** Task brief **
Print exactly the first lines of the records. Stop after the line containing "margin:0; font-family:Caveat,sans-serif; background:var(--page);", and leave every picture out.

-- Records supplied follows --

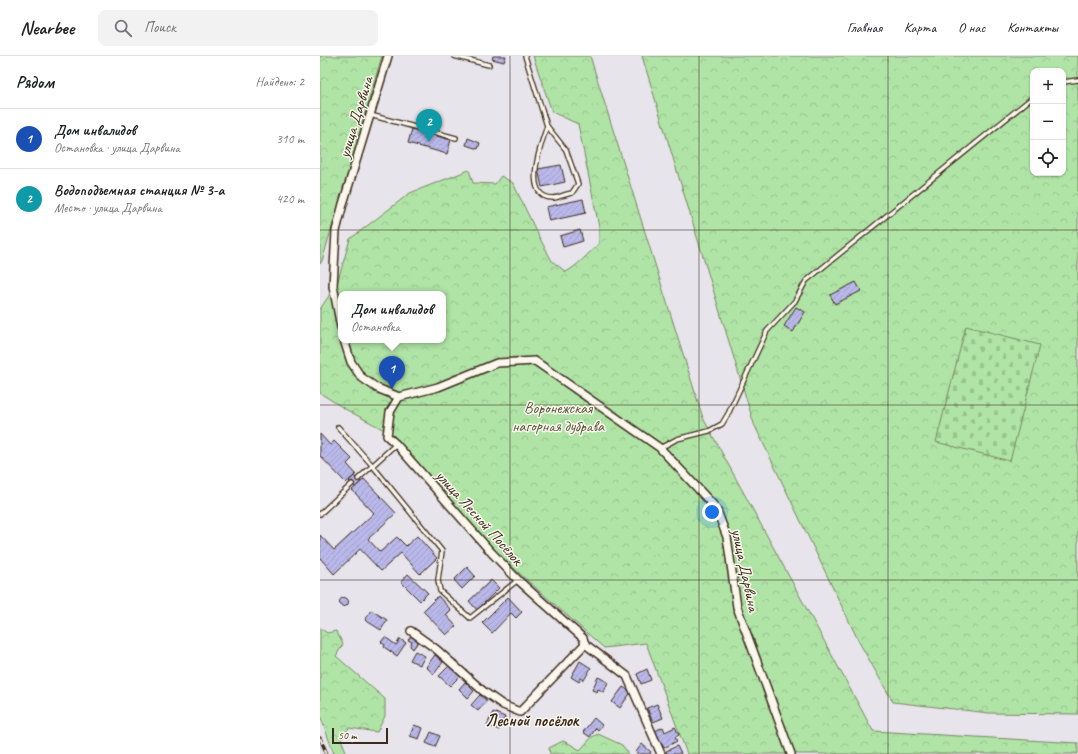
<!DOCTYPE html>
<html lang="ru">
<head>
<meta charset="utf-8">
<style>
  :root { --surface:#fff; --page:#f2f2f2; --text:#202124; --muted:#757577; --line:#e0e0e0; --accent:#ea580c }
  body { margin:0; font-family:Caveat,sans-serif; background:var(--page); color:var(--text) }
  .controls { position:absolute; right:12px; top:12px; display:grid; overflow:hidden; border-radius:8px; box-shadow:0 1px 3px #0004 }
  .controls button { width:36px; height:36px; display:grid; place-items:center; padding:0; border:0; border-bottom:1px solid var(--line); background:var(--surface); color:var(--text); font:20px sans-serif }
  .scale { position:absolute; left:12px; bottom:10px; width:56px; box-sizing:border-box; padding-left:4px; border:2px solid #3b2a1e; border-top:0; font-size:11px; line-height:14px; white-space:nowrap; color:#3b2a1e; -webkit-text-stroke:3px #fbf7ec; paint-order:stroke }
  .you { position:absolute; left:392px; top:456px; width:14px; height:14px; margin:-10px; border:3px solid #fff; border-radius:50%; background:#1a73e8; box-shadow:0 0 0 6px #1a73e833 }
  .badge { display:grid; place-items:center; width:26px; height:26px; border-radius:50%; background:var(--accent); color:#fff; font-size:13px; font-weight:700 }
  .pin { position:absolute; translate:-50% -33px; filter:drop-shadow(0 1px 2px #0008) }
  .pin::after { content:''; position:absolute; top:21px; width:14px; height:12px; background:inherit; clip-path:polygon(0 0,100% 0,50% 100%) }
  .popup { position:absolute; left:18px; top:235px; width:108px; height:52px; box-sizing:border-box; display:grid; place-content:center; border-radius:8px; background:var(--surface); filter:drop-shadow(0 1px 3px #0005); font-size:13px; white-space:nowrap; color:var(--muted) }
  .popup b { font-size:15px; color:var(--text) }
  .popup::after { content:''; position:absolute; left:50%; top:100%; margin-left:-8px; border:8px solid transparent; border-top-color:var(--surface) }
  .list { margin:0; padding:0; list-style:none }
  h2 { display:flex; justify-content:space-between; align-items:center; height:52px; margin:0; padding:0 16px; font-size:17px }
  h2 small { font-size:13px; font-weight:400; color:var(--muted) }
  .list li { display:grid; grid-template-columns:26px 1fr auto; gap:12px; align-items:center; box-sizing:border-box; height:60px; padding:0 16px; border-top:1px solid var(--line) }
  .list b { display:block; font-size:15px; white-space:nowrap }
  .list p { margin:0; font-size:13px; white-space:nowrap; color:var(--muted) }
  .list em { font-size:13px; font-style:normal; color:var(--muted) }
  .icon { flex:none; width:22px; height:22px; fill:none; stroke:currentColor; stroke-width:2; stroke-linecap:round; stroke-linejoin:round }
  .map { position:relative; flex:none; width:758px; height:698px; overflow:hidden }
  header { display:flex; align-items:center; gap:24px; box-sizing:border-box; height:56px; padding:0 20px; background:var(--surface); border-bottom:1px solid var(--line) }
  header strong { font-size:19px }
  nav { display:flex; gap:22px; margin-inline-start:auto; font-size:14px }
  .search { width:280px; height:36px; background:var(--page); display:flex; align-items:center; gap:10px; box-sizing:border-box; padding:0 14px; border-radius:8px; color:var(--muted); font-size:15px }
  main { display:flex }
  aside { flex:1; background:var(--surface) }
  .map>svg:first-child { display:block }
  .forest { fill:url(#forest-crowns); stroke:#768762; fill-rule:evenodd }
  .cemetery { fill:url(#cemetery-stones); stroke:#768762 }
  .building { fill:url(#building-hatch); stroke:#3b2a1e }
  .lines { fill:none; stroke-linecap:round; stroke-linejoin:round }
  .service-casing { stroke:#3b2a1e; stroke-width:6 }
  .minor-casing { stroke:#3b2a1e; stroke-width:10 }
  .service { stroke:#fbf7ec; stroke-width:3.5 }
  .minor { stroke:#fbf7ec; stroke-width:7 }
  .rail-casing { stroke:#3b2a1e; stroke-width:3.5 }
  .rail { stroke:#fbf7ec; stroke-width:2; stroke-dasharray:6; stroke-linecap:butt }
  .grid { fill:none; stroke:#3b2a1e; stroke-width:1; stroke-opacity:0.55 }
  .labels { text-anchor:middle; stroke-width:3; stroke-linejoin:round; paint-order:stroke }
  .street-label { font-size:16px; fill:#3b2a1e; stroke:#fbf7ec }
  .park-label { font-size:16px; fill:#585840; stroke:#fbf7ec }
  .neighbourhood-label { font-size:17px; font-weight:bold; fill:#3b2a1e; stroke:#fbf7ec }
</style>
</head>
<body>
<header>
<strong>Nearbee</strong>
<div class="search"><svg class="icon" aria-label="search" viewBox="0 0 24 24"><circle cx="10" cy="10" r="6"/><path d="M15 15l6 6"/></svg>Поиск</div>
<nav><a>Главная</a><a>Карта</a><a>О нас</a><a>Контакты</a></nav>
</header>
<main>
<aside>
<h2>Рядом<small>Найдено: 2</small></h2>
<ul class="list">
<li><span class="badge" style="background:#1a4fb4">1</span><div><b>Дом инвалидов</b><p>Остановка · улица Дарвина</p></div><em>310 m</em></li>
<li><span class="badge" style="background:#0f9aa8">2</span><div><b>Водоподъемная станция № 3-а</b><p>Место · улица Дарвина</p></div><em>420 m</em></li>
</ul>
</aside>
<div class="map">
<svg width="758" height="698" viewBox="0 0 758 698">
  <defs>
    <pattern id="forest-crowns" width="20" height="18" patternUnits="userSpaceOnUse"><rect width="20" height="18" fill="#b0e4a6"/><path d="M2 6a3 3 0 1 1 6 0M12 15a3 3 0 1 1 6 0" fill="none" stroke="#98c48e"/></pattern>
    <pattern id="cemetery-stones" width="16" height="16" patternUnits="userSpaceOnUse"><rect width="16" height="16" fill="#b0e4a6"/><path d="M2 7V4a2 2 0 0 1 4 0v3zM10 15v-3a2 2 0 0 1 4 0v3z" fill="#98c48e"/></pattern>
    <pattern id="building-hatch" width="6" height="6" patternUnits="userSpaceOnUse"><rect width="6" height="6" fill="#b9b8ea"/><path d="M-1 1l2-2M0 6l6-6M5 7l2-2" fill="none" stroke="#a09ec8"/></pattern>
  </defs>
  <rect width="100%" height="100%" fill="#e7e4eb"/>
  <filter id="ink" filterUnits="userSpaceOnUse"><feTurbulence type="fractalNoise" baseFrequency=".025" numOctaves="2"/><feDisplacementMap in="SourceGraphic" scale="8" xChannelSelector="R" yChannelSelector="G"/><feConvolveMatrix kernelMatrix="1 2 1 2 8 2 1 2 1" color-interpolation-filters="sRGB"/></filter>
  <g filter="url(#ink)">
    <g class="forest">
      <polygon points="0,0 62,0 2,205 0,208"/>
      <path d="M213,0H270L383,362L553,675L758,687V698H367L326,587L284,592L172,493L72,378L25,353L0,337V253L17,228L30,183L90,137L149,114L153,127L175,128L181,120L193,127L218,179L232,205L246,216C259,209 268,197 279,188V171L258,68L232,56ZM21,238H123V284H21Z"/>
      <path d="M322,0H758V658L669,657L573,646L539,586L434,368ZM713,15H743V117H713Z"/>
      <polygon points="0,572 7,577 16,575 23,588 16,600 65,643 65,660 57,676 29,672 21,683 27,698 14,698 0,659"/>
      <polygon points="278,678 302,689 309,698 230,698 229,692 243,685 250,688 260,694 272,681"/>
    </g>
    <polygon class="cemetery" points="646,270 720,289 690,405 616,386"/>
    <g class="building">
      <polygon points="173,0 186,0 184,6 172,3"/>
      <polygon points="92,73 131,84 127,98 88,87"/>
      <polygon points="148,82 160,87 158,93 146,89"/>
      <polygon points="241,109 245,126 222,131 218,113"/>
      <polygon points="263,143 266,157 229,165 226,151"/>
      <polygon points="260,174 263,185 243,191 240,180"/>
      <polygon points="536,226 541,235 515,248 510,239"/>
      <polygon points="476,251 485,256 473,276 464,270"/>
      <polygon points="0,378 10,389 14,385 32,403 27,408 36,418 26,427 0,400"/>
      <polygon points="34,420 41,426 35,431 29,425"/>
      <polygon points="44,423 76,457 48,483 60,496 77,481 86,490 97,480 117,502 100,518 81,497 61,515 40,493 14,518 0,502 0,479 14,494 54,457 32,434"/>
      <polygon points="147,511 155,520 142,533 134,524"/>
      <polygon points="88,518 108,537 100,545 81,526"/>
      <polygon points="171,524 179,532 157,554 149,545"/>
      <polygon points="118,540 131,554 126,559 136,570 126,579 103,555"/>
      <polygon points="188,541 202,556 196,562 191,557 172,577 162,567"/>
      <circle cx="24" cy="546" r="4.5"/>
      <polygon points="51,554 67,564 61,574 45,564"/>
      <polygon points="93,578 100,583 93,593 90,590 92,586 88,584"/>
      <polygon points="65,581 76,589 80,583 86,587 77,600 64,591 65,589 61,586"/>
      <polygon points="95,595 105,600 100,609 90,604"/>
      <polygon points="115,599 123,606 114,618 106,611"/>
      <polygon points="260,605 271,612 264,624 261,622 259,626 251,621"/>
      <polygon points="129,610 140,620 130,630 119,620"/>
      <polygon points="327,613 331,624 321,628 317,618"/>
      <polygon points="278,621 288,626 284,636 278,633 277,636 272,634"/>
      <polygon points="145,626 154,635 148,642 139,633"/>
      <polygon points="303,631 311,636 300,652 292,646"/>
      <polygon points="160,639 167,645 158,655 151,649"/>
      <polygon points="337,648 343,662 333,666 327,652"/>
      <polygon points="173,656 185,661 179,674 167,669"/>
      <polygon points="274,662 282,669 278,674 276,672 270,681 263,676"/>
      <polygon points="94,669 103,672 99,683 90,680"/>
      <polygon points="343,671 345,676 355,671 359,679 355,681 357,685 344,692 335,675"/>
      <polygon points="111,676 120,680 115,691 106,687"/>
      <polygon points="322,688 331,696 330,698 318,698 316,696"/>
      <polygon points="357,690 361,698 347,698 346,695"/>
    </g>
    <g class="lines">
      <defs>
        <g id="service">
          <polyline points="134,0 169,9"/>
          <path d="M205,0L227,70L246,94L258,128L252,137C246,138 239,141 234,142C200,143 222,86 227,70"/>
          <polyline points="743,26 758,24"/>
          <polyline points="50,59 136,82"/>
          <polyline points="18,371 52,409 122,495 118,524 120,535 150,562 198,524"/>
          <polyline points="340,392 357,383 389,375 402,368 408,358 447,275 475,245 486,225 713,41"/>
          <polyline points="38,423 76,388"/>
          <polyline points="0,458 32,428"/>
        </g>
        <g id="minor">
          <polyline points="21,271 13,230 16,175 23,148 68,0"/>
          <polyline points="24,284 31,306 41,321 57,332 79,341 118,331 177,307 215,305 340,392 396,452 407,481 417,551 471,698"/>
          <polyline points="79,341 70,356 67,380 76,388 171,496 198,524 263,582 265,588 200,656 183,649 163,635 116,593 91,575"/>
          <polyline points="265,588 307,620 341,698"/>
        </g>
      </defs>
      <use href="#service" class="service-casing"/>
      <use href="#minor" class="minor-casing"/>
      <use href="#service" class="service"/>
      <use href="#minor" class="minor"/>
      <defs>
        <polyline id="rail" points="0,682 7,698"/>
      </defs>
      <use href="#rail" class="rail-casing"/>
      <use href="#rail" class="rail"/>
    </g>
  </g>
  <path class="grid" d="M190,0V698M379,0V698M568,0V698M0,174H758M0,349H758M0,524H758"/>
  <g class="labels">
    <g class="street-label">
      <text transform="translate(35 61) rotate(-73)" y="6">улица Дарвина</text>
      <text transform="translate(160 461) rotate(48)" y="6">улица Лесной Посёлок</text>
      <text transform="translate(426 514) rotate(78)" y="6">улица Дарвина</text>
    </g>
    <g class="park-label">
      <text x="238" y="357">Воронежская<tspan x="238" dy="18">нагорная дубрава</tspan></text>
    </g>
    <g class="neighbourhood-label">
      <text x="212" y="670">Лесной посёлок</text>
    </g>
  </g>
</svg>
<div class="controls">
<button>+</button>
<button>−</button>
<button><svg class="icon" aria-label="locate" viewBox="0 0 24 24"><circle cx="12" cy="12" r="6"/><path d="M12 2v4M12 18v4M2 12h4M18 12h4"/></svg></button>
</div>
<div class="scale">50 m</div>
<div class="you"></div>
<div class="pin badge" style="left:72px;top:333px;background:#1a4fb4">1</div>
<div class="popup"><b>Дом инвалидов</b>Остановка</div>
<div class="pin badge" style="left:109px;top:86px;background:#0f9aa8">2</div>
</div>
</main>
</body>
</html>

-- Records supplied concluded --

** Reply **
<!DOCTYPE html>
<html lang="ru">
<head>
<meta charset="utf-8">
<style>
  :root { --surface:#fff; --page:#f2f2f2; --text:#202124; --muted:#757577; --line:#e0e0e0; --accent:#ea580c }
  body { margin:0; font-family:Caveat,sans-serif; background:var(--page); color:var(--text) }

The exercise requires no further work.